Recall that we did not
understand the population costs of Stalin’s 1930’s agrarian policies until
communism itself fell. I do however,
believe them when they admit that they have run out of cheap labor to exploit.
Aging Population Could
Trim 3% Off China GDP Growth
October
23, 2013, 2:25 PM
China’s
one-child policy has hastened such a big slowdown in China’s working-age
population that the country’s demographic future is starting to look a lot more
like that of rich nations—and that’s bad news for China.
According
to two Citigroup economists, Nathan Sheets and Robert A. Sockin, China’s
“deteriorating demographics” are likely to trim 3.25 percentage points off
China’s annual growth rate between 2012 and 2030, compared to its double-digit
growth of past decades. While industrialized nations face similar demographic
challenges, they have a deeper cushion of wealth to rely upon (witness Japan.)
China needs to continue to grow rapidly if it’s ever to reach the fat-and-happy
stage.
“The
potential difficulties as Chinese policymakers seek to pilot their economy
through this demographic transition represents
an under-appreciated global risk,” the two economists write in a recent
report.
For
the past 20 years, China’s working age population has risen, which has helped
boost productivity and incomes, as many young people left the rural areas,
where they worked with basic tools, and signed up for factory work on China’s
southern and eastern coast. That was the economic-plus of the one-child policy.
“The share of the young was diminished and, being a developing country, the
number of people over 65 years old was low as well ,” the economists write. As
a result, those of working age had fewer responsibilities to care for little
kids or aged parents.
Now,
that’s reversing.
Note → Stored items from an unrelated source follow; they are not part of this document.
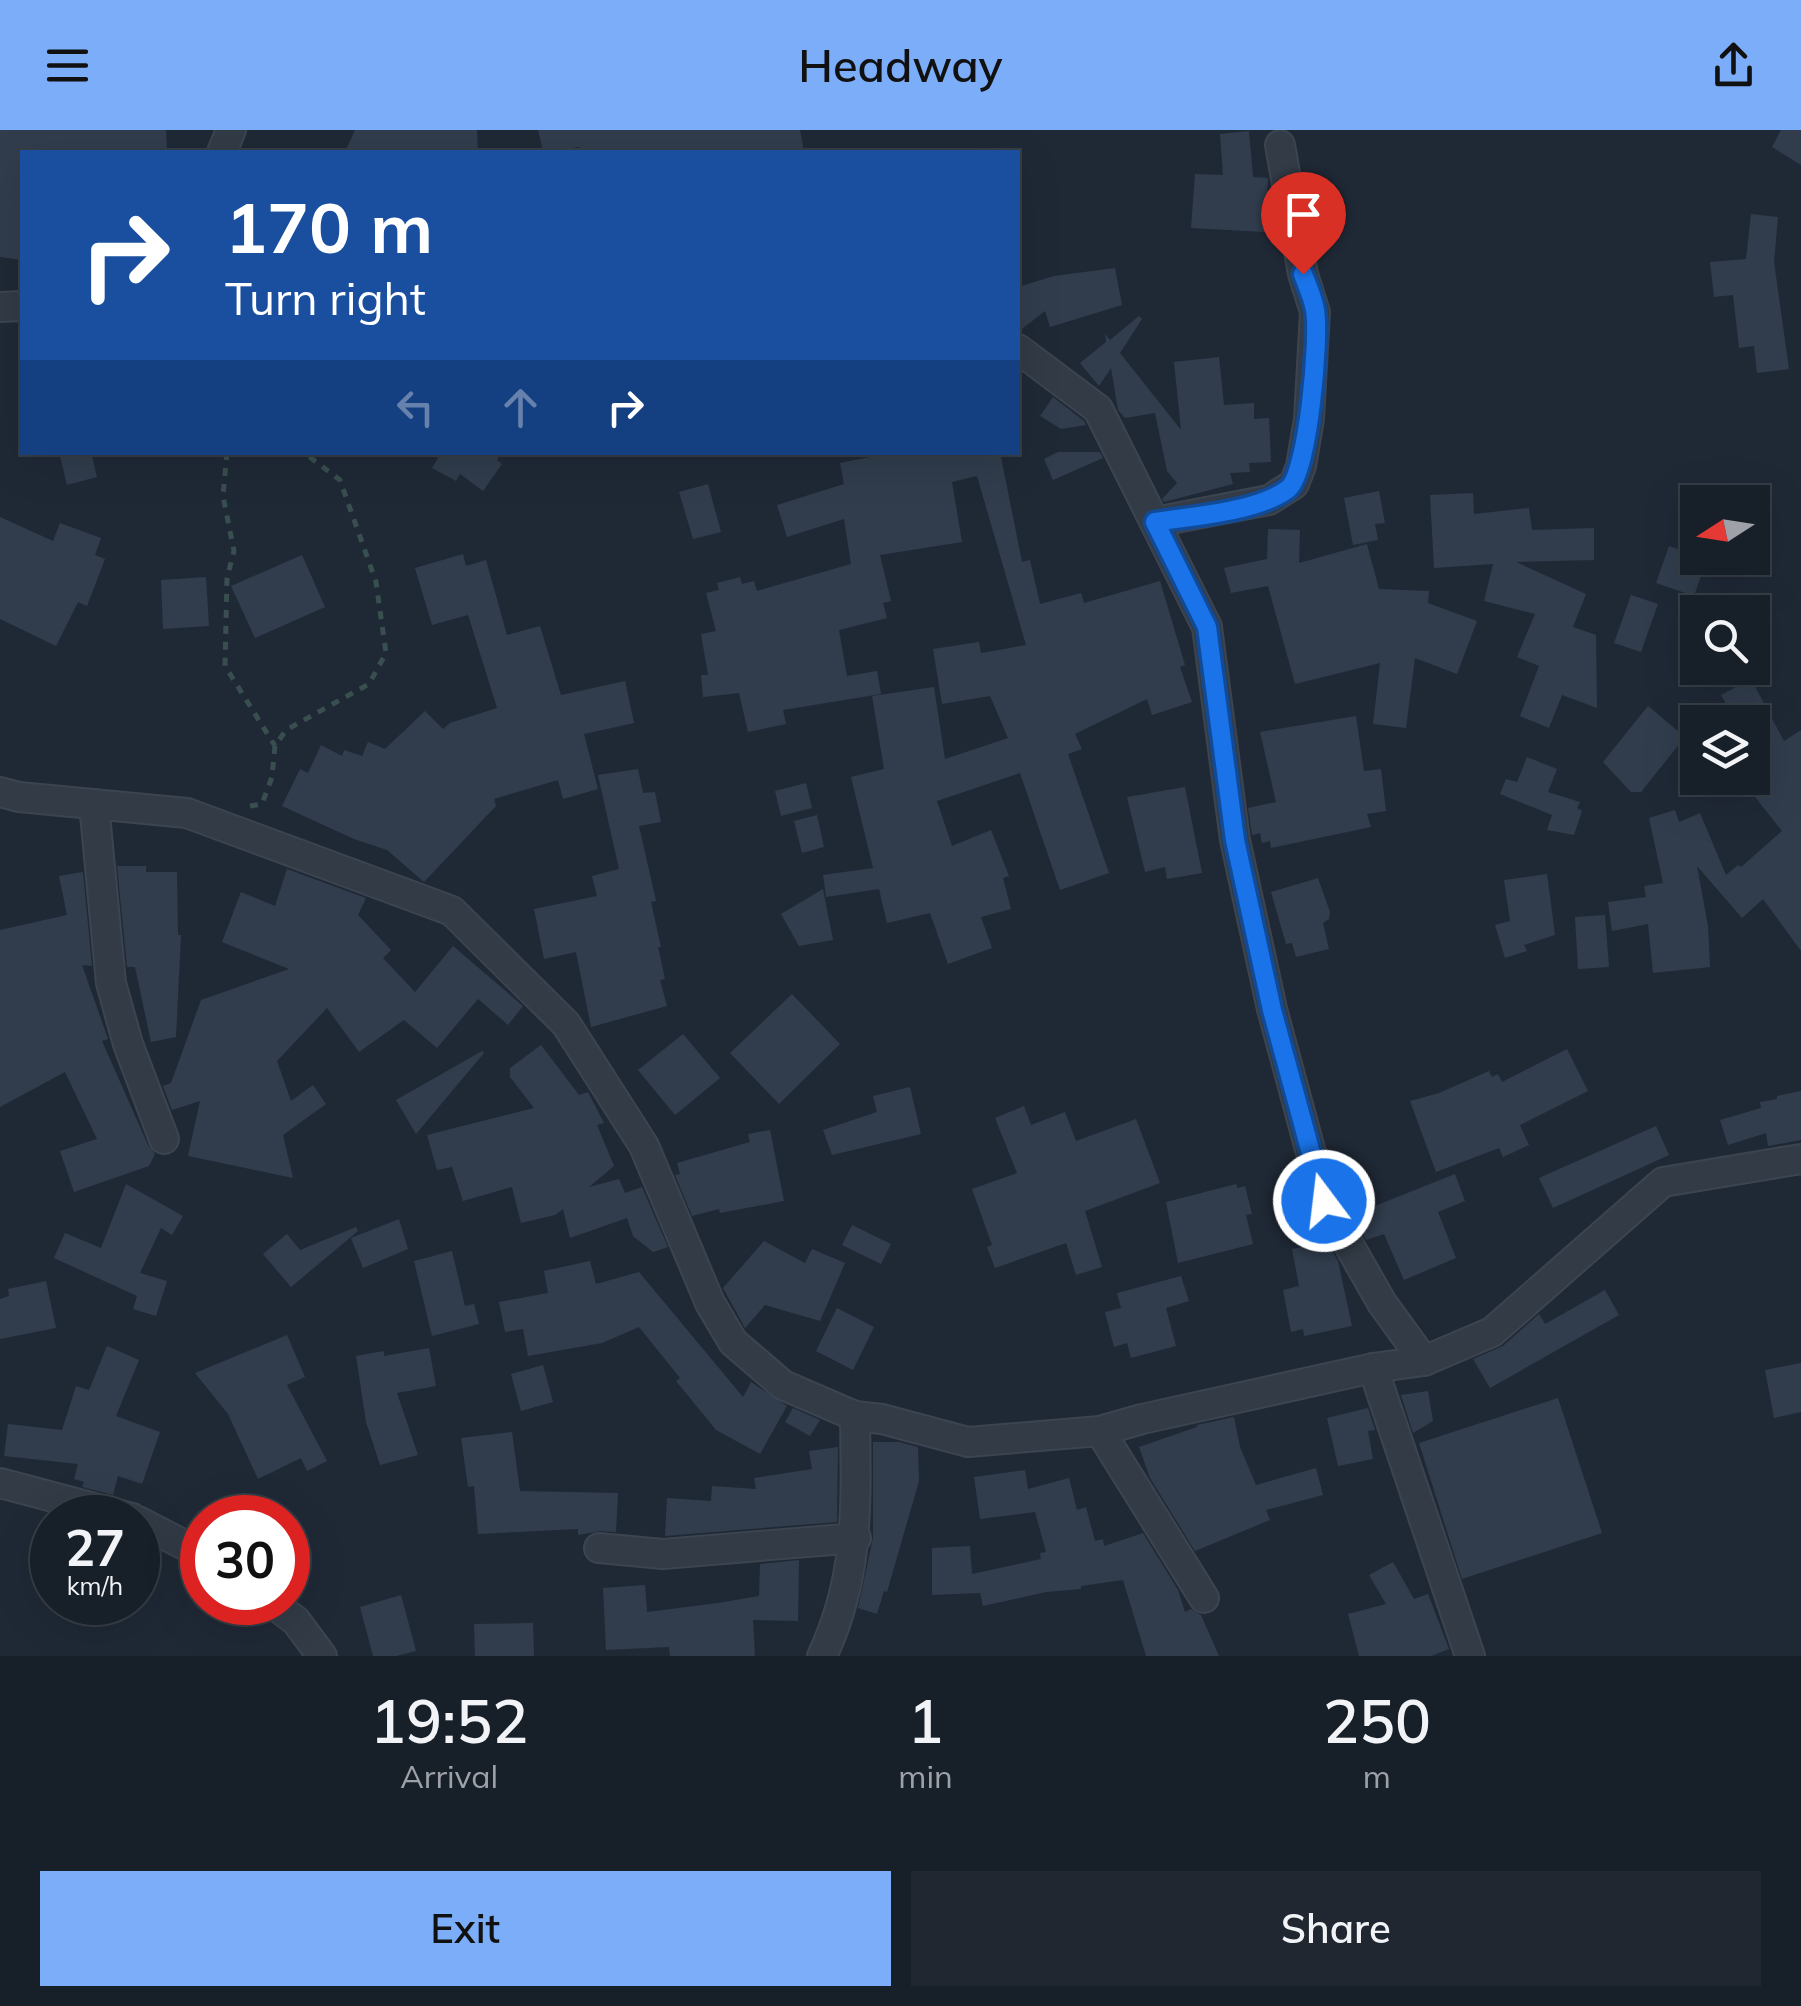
<!DOCTYPE html>
<style>
:root{--surface:#171f28;--page:#202730;--text:#f1f3f6;--muted:#9ea2a8;--line:#363d45;--accent:#7cadf8}
body{margin:0;font-family:Mulish,sans-serif;background:var(--page);color:var(--text);height:100vh;display:flex;flex-direction:column;font-size:38px;white-space:nowrap}
*{box-sizing:border-box;margin:0}
p{font-size:32px;color:var(--muted)}
.icon{flex:none;width:55px;height:55px;fill:none;stroke:currentColor;stroke-width:2;stroke-linecap:round;stroke-linejoin:round}
.map{position:relative;height:1526px;overflow:hidden}
.panel{display:flex;flex-direction:column;background:var(--surface);flex:1}
.panel>*{flex:none}
.hud{position:absolute;left:20px;top:20px;width:1000px;height:305px;border-radius:0px;box-shadow:0 10px 40px #0002,0 0 0 2px var(--line);background:#1a4fa0;color:#fff;overflow:hidden}
.needle{width:65px;rotate:258deg}
.controls{position:absolute;left:1680px;top:355px;display:grid;gap:20px}
.controls a{display:grid;place-items:center;width:90px;height:90px;border-radius:0px;background:var(--surface);box-shadow:0 10px 40px #0002,0 0 0 2px var(--line);font-size:50px}
.speed{position:absolute;left:30px;top:1365px;display:flex;gap:20px;font-size:50px;font-weight:700;text-align:center}
.speed>*{display:grid;place-content:center;width:130px;height:130px;border-radius:50%;background:var(--surface);box-shadow:0 10px 40px #0002,0 0 0 2px var(--line);line-height:1}
.speed small{font-size:25px;font-weight:400}
.speed .limit{border:15px solid #d22;background:#fff;color:#111}
.pin{position:absolute;display:grid;place-items:center;width:85px;height:85px;color:#fff;margin:-102px -42px;border-radius:50% 50% 50% 0;rotate:-45deg;box-shadow:0 0 10px #0007}
.pin .icon{rotate:45deg}
.me{position:absolute;width:110px;margin:-55px;rotate:345deg;stroke-linejoin:round;filter:drop-shadow(0 0 8px #0008)}
.turn{display:flex;align-items:center;gap:35px;height:210px;padding:0 40px;font-size:45px}
.turn .icon{width:130px;height:130px;stroke-width:2.5}
.turn b{display:block;font-size:70px;line-height:85px}
.lanes{display:flex;align-items:center;height:95px;padding:0 40px;background:#0003;justify-content:center;gap:50px;direction:ltr}
.lanes .off{opacity:.35}
.eta{display:flex;justify-content:space-evenly;align-items:center;height:170px;text-align:center}
.eta b{font-size:60px;font-weight:600;line-height:70px}
.button{display:flex;gap:20px;margin-top:auto;padding:20px 40px}
.button a{flex:1;height:115px;border-radius:0px;background:var(--accent);color:#111;font-size:40px;font-weight:600;line-height:115px;text-align:center}
.button a+a{background:var(--page);color:var(--text)}
header{display:flex;justify-content:space-between;align-items:center;height:130px;padding:0 40px;background:var(--accent);color:#111;font-size:45px;font-weight:600}
.map>svg:first-child{display:block}
.building{fill:#313d4d}
.lines{fill:none;stroke-linecap:round;stroke-linejoin:round}
.minor-casing{stroke:#3c4450;stroke-width:32}
.path{stroke:#394e4f;stroke-width:5;stroke-dasharray:8 8;stroke-linecap:butt}
.minor{stroke:#323b46;stroke-width:28}
.route-casing{stroke:#114b97;stroke-width:25}
.route{stroke:#1a73e8;stroke-width:18}
</style>
<header><svg class="icon" aria-label="menu" viewBox="0 0 24 24"><path d="M4 6h16M4 12h16M4 18h16"/></svg>Headway<svg class="icon" aria-label="share" viewBox="0 0 24 24"><path d="M12 15V3M7 8l5-5 5 5M5 13v7h14v-7"/></svg></header>
<div class="map">
<svg width="1801" height="1526" viewBox="0 0 1801 1526">
<rect width="100%" height="100%" fill="#1f2936"/>
<g class="building">
<polygon points="0,0 166,0 167,22 22,22 22,130 0,127"/>
<polygon points="355,0 477,0 478,22 345,22"/>
<polygon points="538,0 800,0 804,22 580,22 579,17 543,22"/>
<polygon points="1781,0 1801,0 1801,35 1772,17"/>
<polygon points="1249,1 1253,47 1268,48 1265,102 1191,98 1195,44 1223,45 1220,4"/>
<polygon points="1751,84 1778,87 1774,132 1789,239 1757,243 1754,216 1739,218 1733,165 1714,167 1710,132 1746,129"/>
<polygon points="1115,138 1122,175 1050,197 1045,181 1018,202 1018,157 1054,146"/>
<polygon points="1139,186 1142,189 1120,223 1181,300 1174,232 1219,227 1224,275 1254,273 1254,289 1269,288 1271,332 1249,333 1250,342 1230,343 1233,354 1164,372 1162,369 1177,353 1167,341 1155,283 1125,288 1118,280 1111,238 1099,256 1080,233 1106,212 1105,204 1110,210"/>
<polygon points="1053,267 1084,291 1086,295 1061,299 1040,286"/>
<polygon points="59,322 91,322 97,347 67,355"/>
<polygon points="431,322 502,322 497,330 502,334 483,361 460,344 456,351 432,338 438,328"/>
<polygon points="895,322 1000,322 1022,432 1030,430 1040,474 1081,463 1084,473 1160,451 1185,535 1180,537 1192,572 1152,585 1147,569 1075,604 1082,619 1068,624 1109,743 1060,760 1020,643 937,671 952,716 991,700 1009,746 1003,748 1011,779 981,787 992,818 948,834 930,783 887,793 879,759 826,767 823,745 873,738 851,647 884,639 872,566 934,557 945,629 1008,608 990,566 942,574 933,519 979,512 981,523 1026,515 977,346 952,352 962,412 880,425 891,471 883,473 887,488 839,500 847,546 877,541 881,564 783,580 786,594 748,602 739,563 703,567 701,545 708,545 701,504 716,501 706,463 719,460 717,453 740,447 742,454 754,451 757,461 851,434 844,389 787,407 777,375 844,354 840,333"/>
<polygon points="1058,322 1100,322 1103,328 1053,350 1044,329"/>
<polygon points="708,354 721,402 693,409 679,362"/>
<polygon points="1379,361 1385,393 1375,394 1378,410 1353,415 1344,368"/>
<polygon points="1473,363 1474,384 1529,378 1532,400 1594,398 1594,430 1516,432 1586,464 1573,497 1596,505 1597,578 1562,565 1549,598 1520,586 1539,536 1517,527 1535,484 1484,471 1493,434 1434,438 1430,365"/>
<polygon points="0,387 53,411 60,393 101,408 95,425 105,429 87,476 78,472 56,516 0,489"/>
<polygon points="1268,399 1300,400 1299,433 1367,414 1379,459 1429,461 1428,473 1477,491 1457,544 1415,528 1406,598 1373,594 1380,533 1295,554 1268,456 1231,463 1224,438 1267,429"/>
<polygon points="1669,416 1707,429 1694,466 1656,453"/>
<polygon points="463,424 466,436 486,430 507,505 540,496 561,565 625,551 634,593 584,604 598,659 563,669 558,650 494,669 496,676 424,752 387,720 354,709 282,676 300,639 308,643 321,615 342,626 344,620 362,626 368,612 385,619 425,581 443,599 450,593 497,578 468,485 432,495 415,438"/>
<polygon points="302,425 325,477 255,508 231,456"/>
<polygon points="206,447 209,496 163,499 161,450"/>
<polygon points="1631,465 1658,474 1641,522 1614,513"/>
<polygon points="1751,549 1784,611 1801,600 1801,821 1763,769 1742,788 1697,736 1708,796 1710,837 1653,843 1648,794 1612,801 1608,772 1646,767 1644,756 1663,753 1649,688 1675,680 1679,692 1700,683 1726,745 1738,735 1741,737 1782,701 1740,648 1752,648 1752,592 1736,592 1721,565"/>
<polygon points="1648,576 1685,607 1641,662 1631,662 1603,632"/>
<polygon points="1356,586 1364,641 1381,639 1386,681 1367,684 1371,697 1271,718 1270,711 1262,713 1260,703 1252,705 1248,678 1276,672 1260,602"/>
<polygon points="1527,627 1557,639 1548,662 1580,672 1577,678 1582,681 1574,705 1547,700 1552,685 1500,664 1506,649 1517,652"/>
<polygon points="638,639 643,663 655,662 661,692 639,696 656,771 651,772 661,817 658,817 665,849 660,850 667,876 591,897 576,822 544,829 534,779 597,766 592,746 619,739 598,645"/>
<polygon points="806,653 812,678 781,686 775,661"/>
<polygon points="1185,657 1202,743 1167,749 1165,737 1145,742 1127,667"/>
<polygon points="817,685 824,717 802,723 794,691"/>
<polygon points="117,736 146,736 146,742 177,742 178,805 181,805 176,907 151,912 135,837 127,837"/>
<polygon points="287,739 366,768 358,785 391,820 383,828 415,862 453,816 523,876 508,895 478,869 437,918 404,890 359,922 327,878 277,931 291,971 313,955 326,974 283,1005 293,1048 188,1026 200,971 172,980 163,956 171,953 201,870 289,839 222,812 241,762 275,776"/>
<polygon points="83,742 92,836 82,835 108,909 102,911 148,1015 155,1024 149,1036 74,1062 60,1021 97,1009 65,942 0,977 0,800 67,785 59,746"/>
<polygon points="1547,744 1555,805 1524,815 1527,821 1505,828 1495,795 1510,791 1504,750"/>
<polygon points="1318,748 1330,782 1329,789 1323,793 1329,819 1296,827 1292,813 1286,814 1271,762"/>
<polygon points="823,759 833,810 799,816 781,784"/>
<polygon points="1605,785 1609,837 1578,839 1575,787"/>
<polygon points="792,864 840,914 779,974 730,923"/>
<polygon points="683,904 720,948 675,985 638,940"/>
<polygon points="541,915 579,965 588,962 604,993 597,995 614,1036 589,1057 619,1049 625,1063 642,1057 668,1117 653,1122 633,1106 627,1088 570,1108 563,1079 555,1085 521,1093 512,1057 463,1071 452,1037 437,1040 427,1005 534,978 510,947 510,938"/>
<polygon points="1567,919 1588,961 1520,995 1529,1015 1503,1027 1499,1018 1436,1042 1410,971 1439,963 1489,941 1492,947 1498,944 1502,952"/>
<polygon points="482,921 484,923 416,1004 396,970"/>
<polygon points="910,957 921,1004 832,1025 823,1000 877,982 873,966"/>
<polygon points="1801,961 1801,1010 1768,1016 1766,1003 1728,1015 1720,990 1761,978 1760,972 1777,969 1777,966"/>
<polygon points="1024,976 1031,995 1065,982 1076,1011 1136,989 1160,1053 1085,1081 1102,1137 1076,1145 1066,1113 995,1138 987,1117 992,1115 972,1059 1017,1043 995,988"/>
<polygon points="1656,996 1669,1025 1553,1078 1539,1048"/>
<polygon points="770,1000 784,1071 720,1083 719,1079 692,1086 675,1045 680,1044 677,1033 750,1012 748,1004"/>
<polygon points="1455,1044 1465,1071 1438,1082 1456,1128 1404,1150 1384,1104 1366,1110 1352,1085"/>
<polygon points="126,1054 183,1086 172,1105 161,1098 140,1143 167,1151 156,1186 133,1179 137,1166 54,1128 65,1103 101,1118"/>
<polygon points="1236,1054 1238,1058 1245,1056 1252,1084 1246,1085 1253,1114 1178,1133 1166,1072"/>
<polygon points="399,1089 408,1119 363,1138 351,1108"/>
<polygon points="852,1095 891,1114 881,1134 842,1115"/>
<polygon points="356,1097 358,1101 291,1157 263,1124 287,1104 300,1120"/>
<polygon points="764,1111 805,1133 812,1119 845,1133 820,1191 765,1175 745,1198 723,1158"/>
<polygon points="1327,1112 1338,1131 1352,1196 1304,1206 1303,1199 1291,1202 1283,1160 1299,1156 1292,1119"/>
<polygon points="452,1121 465,1176 474,1174 479,1194 432,1206 414,1131"/>
<polygon points="590,1131 596,1154 639,1142 743,1267 751,1252 787,1276 760,1324 716,1300 676,1251 680,1248 639,1197 602,1213 528,1226 523,1199 505,1202 499,1172 548,1163 544,1141"/>
<polygon points="1181,1146 1189,1171 1166,1178 1176,1216 1131,1228 1127,1213 1114,1217 1105,1182 1121,1178 1117,1163"/>
<polygon points="46,1151 56,1198 0,1209 0,1169 9,1166 8,1159"/>
<polygon points="1605,1160 1619,1185 1490,1258 1473,1229 1503,1216 1539,1184 1545,1194"/>
<polygon points="837,1178 874,1197 853,1240 816,1221"/>
<polygon points="287,1205 305,1247 287,1255 327,1331 307,1341 301,1328 258,1349 228,1284 195,1243"/>
<polygon points="107,1216 139,1230 116,1286 160,1302 142,1354 118,1346 113,1365 82,1357 84,1352 74,1349 78,1334 4,1326 8,1294 62,1300 76,1256 89,1260"/>
<polygon points="429,1218 436,1256 397,1263 418,1325 380,1335 366,1292 356,1226 384,1221 384,1226"/>
<polygon points="1801,1233 1801,1282 1774,1288 1765,1240"/>
<polygon points="543,1235 553,1272 521,1281 511,1244"/>
<polygon points="1428,1261 1433,1291 1413,1303 1401,1265"/>
<polygon points="1558,1268 1602,1403 1462,1449 1419,1313"/>
<polygon points="793,1278 820,1290 810,1306 785,1292"/>
<polygon points="1368,1278 1375,1300 1368,1301 1373,1329 1338,1336 1327,1288"/>
<polygon points="1234,1287 1240,1317 1256,1355 1316,1338 1323,1365 1266,1380 1270,1390 1195,1421 1150,1348 1139,1317 1197,1297 1197,1295"/>
<polygon points="512,1302 520,1361 618,1363 616,1402 600,1401 578,1405 578,1399 478,1404 474,1356 468,1357 461,1308"/>
<polygon points="873,1312 899,1312 918,1317 919,1351 887,1462 884,1461 877,1484 858,1478 873,1408"/>
<polygon points="838,1317 837,1392 665,1406 667,1368 711,1371 712,1356 756,1359 754,1348 812,1339 809,1321"/>
<polygon points="1025,1340 1028,1359 1069,1348 1077,1380 1086,1377 1095,1411 1103,1409 1104,1416 1143,1403 1178,1460 1185,1482 1191,1479 1201,1485 1219,1526 1146,1526 1123,1450 1081,1456 1081,1459 1046,1462 983,1476 980,1463 932,1465 932,1418 970,1416 972,1444 1041,1429 1040,1423 1046,1422 1035,1382 980,1389 974,1347"/>
<polygon points="799,1430 798,1491 753,1490 755,1526 670,1526 669,1517 606,1520 603,1458 645,1455 647,1482 718,1473 759,1466 760,1434"/>
<polygon points="1393,1432 1414,1469 1428,1464 1449,1519 1431,1526 1359,1526 1348,1484 1386,1474 1369,1445"/>
<polygon points="401,1465 416,1521 396,1526 373,1526 360,1477"/>
<polygon points="533,1493 534,1526 475,1526 474,1494"/>
</g>
<g class="lines">
<defs>
<g id="minor">
<polyline points="222,22 231,0"/>
<polyline points="0,177 22,176"/>
<polyline points="1155,392 1269,370 1294,354 1301,336 1309,289 1315,182 1303,144 1280,15"/>
<polyline points="0,662 19,667 187,683 452,781 566,894 644,1016 710,1173 733,1212 783,1255 855,1286 882,1289 968,1312 1100,1301 1142,1289 1373,1238 1424,1231 1382,1173 1324,1071 1272,879 1235,710 1207,497 1098,279 1018,219"/>
<polyline points="94,674 111,853 128,914 164,1009"/>
<polyline points="1424,1231 1492,1202 1663,1052 1801,1029"/>
<polyline points="1373,1238 1470,1526"/>
<polyline points="1100,1301 1204,1468"/>
<polyline points="0,1353 132,1388"/>
<polyline points="138,1391 202,1424"/>
<polyline points="599,1418 663,1424 856,1408"/>
<polyline points="271,1472 296,1491 322,1526"/>
<path d="M822,1526c38,-80 34,-153 33,-240"/>
</g>
</defs>
<use href="#minor" class="minor-casing"/>
<g class="path">
<polyline points="227,322 223,366 234,421 227,448 225,536 275,616"/>
<polyline points="250,676 262,674 272,647 275,616 286,600 369,554 386,523 376,452 340,350 303,322"/>
</g>
<use href="#minor" class="minor"/>
</g>
<g class="lines">
<defs>
<path id="route" d="M1303,144c4,11 10,24 12,36 5,27 -7,164 -27,179 -31,23 -95,27 -133,33l52,105 28,213 37,170 52,191"/>
</defs>
<use href="#route" class="route-casing"/>
<use href="#route" class="route"/>
</g>
</svg>
<div class="controls">
<a><svg class="needle" viewBox="-14 -14 28 28"><path d="M0-13l5 13h-10z" fill="#e53935"/><path d="M0 13l5-13h-10z" fill="#9ea2a8"/></svg></a>
<a><svg class="icon" aria-label="search" viewBox="0 0 24 24"><circle cx="10" cy="10" r="6"/><path d="M15 15l6 6"/></svg></a>
<a><svg class="icon" aria-label="layers" viewBox="0 0 24 24"><path d="M12 4l9 5-9 5-9-5zM3 14l9 5 9-5"/></svg></a>
</div>
<div class="speed"><div>27<small>km/h</small></div><div class="limit">30</div></div>
<div class="pin" style="left:1303px;top:144px;background:#d93025"><svg class="icon" aria-label="arrive" viewBox="0 0 24 24"><path d="M6 21V4h12l-3 4 3 4H6"/></svg></div>
<svg class="me" style="left:1324px;top:1071px" viewBox="-20 -20 40 40"><circle r="17" fill="#1a73e8" stroke="#fff" stroke-width="3"/><path d="M0-11L8 9 0 5-8 9z" fill="#fff"/></svg>
<div class="hud">
<div class="turn"><svg class="icon" aria-label="right" viewBox="0 0 24 24"><path d="M7 20v-9h11M14 6l5 5-5 5"/></svg><div><b>170 m</b>Turn right</div></div>
<div class="lanes"><svg class="icon off" aria-label="left" viewBox="0 0 24 24"><path d="M17 20v-9H6M10 6l-5 5 5 5"/></svg><svg class="icon off" aria-label="ahead" viewBox="0 0 24 24"><path d="M12 20V5M6 11l6-6 6 6"/></svg><svg class="icon" aria-label="right" viewBox="0 0 24 24"><path d="M7 20v-9h11M14 6l5 5-5 5"/></svg></div>
</div>
</div>
<section class="panel">
<div class="eta">
<div><b>19:52</b><p>Arrival</p></div>
<div><b>1</b><p>min</p></div>
<div><b>250</b><p>m</p></div>
</div>
<div class="button"><a>Exit</a><a>Share</a></div>
</section>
The share of the working-age
population (ages 15-64) will decline in China between 2010 and 2030 nearly as
fast as it will in Japan, the U.S. and other wealthy nations. Switching to a
two-child policy could even make things worse over the next 20 year, because
more births would mean that working parents would have more dependents to care
for, the economists note.
Overall,
Messrs. Sheets and Sockin estimate that China’s growth ceiling over the coming
two decades is 6.9% annually, “and to the extent that urbanization,
industrialization and convergence dynamics play through (as is likely) actual
growth will be substantially lower.”
Of
course, there are measures China could take to ease the problem, the economists
say: Have people work longer and use more automation.
Immigration
could possibly help, though that’s a solution usually proposed for rich
nations. And where might migrants come from? Africa’s population is still
growing sharply.
“We
see Africa’s voice in global deliberations as likely to be increasingly
important,” the Citigroup economists write. “We also expect that Africa will
account of a rising share of global immigration flows.”